George Taber, the reporter who covered the Judgment of Paris tasting, in which California first beat France in a wine tête-à-tête, is skeptical. "Wine critics want to be Zeus on a mountaintop," he says, but there's little objective basis to their declarations. The economist Richard Quandt, riffing on Henry Frankfurt in a missive titled "On Wine Bullshit," is less delicate. He declares the wine industry "intrinsically bullshit prone," one that "therefore attracts bullshit artists." Quandt puzzles over the term "spicy earth," from Parker's glossary: "I could go into my backyard and sprinkle some cumin, cardamom, turmeric and fenugreek; but how would I know that those are the right choices, rather than coriander, chili powder, caraway seeds and cayenne?"
Of course Parker is not the only culprit—he's just the most famous; impossible descriptions plague many reviews. Take Antonio Galloni's physics-defying phrase: "The 2005 Brunello di Montalcino is a model of weightless finesse." The review continues by conjuring up "dark wild cherries, minerals, menthol and spices."

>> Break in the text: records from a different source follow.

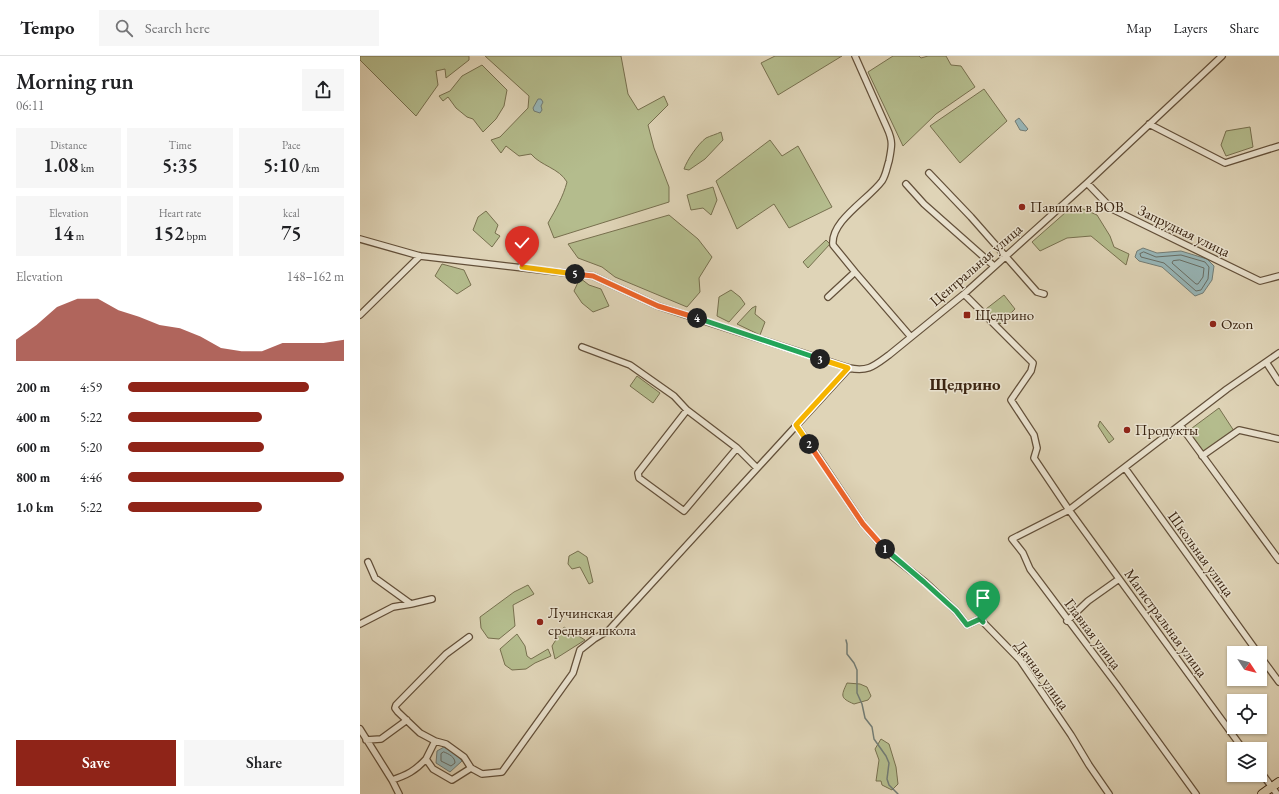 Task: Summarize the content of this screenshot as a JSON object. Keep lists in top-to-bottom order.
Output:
{
  "streets": {
    "street": [
      "Запрудная улица",
      "Центральная улица",
      "Школьная улица",
      "Магистральная улица",
      "Главная улица",
      "Дачная улица"
    ]
  },
  "crossings": [
    ["Запрудная улица", "Центральная улица"],
    ["Центральная улица", "Магистральная улица"],
    ["Магистральная улица", "Главная улица"]
  ],
  "districts": ["Щедрино"],
  "places": {
    "other": [
      "Павшим в ВОВ",
      "Ozon",
      "Продукты",
      "Лучинская средняя школа"
    ],
    "transit": ["Щедрино"]
  },
  "north": "bottom right",
  "page": {
    "header": "Tempo",
    "search": "Search here",
    "nav": ["Map", "Layers", "Share"],
    "heading": ["Morning run", "06:11"],
    "stats": [
      ["Distance", "1.08 km"],
      ["Time", "5:35"],
      ["Pace", "5:10 /km"],
      ["Elevation", "14 m"],
      ["Heart rate", "152 bpm"],
      ["kcal", "75"]
    ],
    "chart": ["Elevation", "148–162 m"],
    "pins": [
      "5",
      "4",
      "3",
      "2",
      "1"
    ],
    "list": [
      {
        "name": "200 m",
        "note": "4:59"
      },
      {
        "name": "400 m",
        "note": "5:22"
      },
      {
        "name": "600 m",
        "note": "5:20"
      },
      {
        "name": "800 m",
        "note": "4:46"
      },
      {
        "name": "1.0 km",
        "note": "5:22"
      }
    ],
    "buttons": ["Save", "Share"]
  }
} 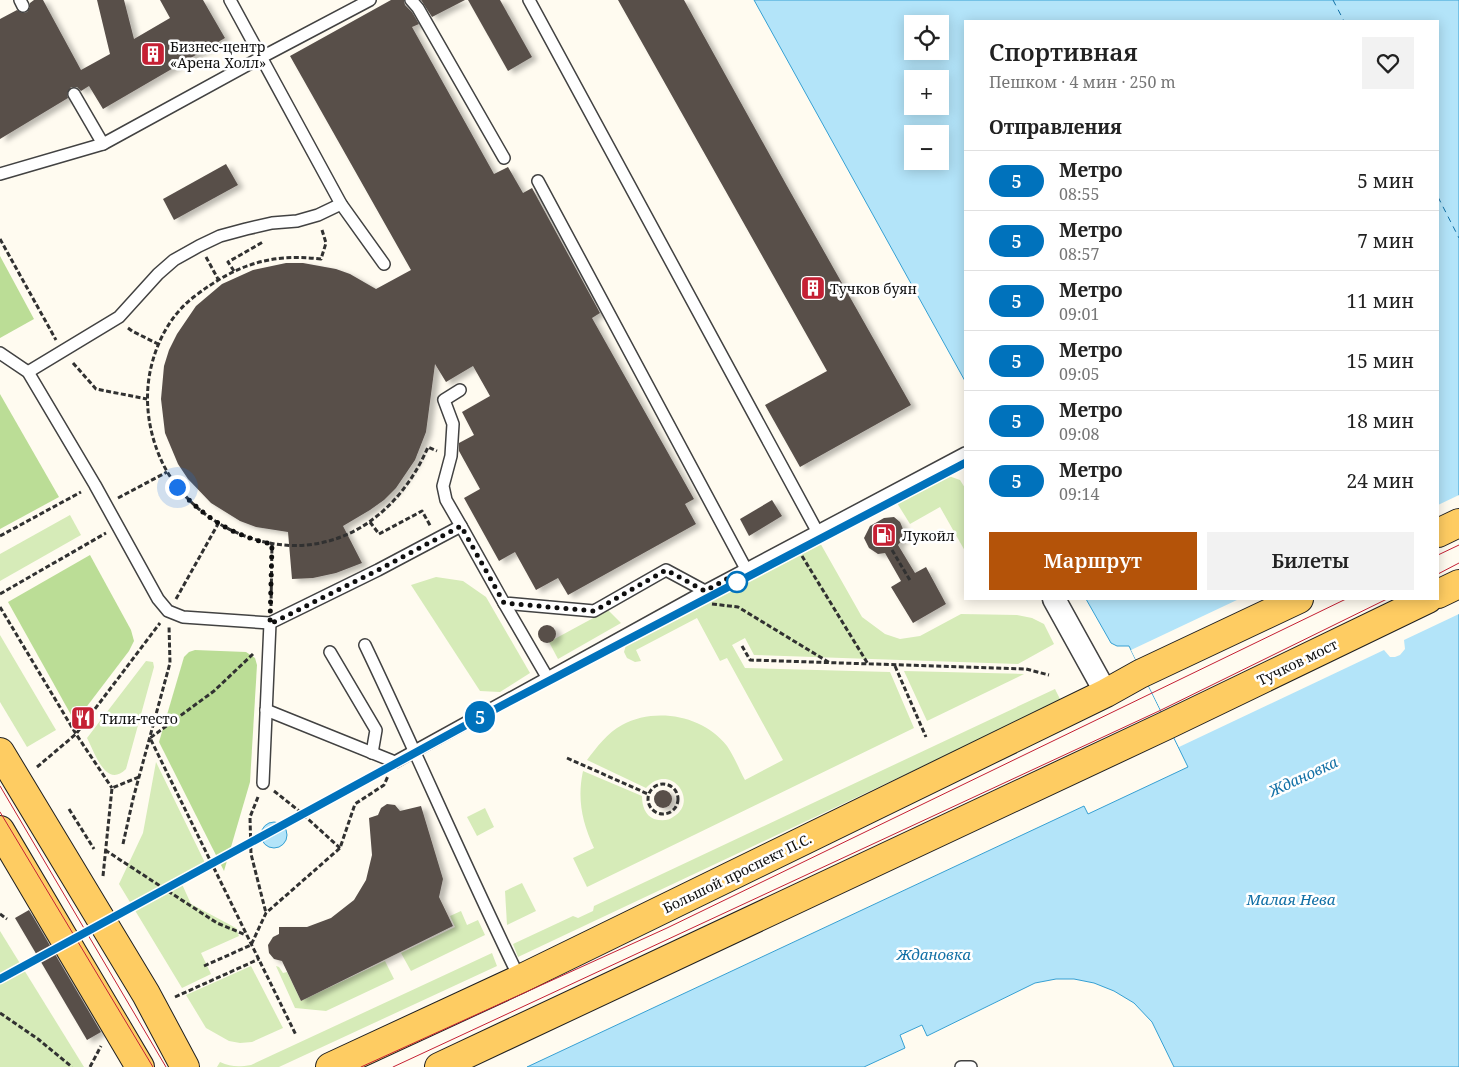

Since it sometimes seems as though wine tasting is a fixed game of bluffs (let my gravel pass, and I won't challenge your carob), I began to wonder if wine descriptors might not be correlated with something other than flavor: price. I decided to see if I could predict the price of a bottle based on the words in the review. "Wild nettle" sure sounds fancy, but is it preferentially used in conjunction with expensive wines?
Using descriptions of 3,000 bottles, ranging from $5 to $200 in price from an online aggregator of reviews, I first derived a weight for every word, based on the frequency with which it appeared on cheap versus expensive bottles. I then looked at the combination of words used for each bottle, and calculated the probability that the wine would fall into a given price range. The result was, essentially, a Bayesian classifier for wine. In the same way that a spam filter considers the combination of words in an e-mail to predict the legitimacy of the message, the classifier estimates the price of a bottle using its descriptors.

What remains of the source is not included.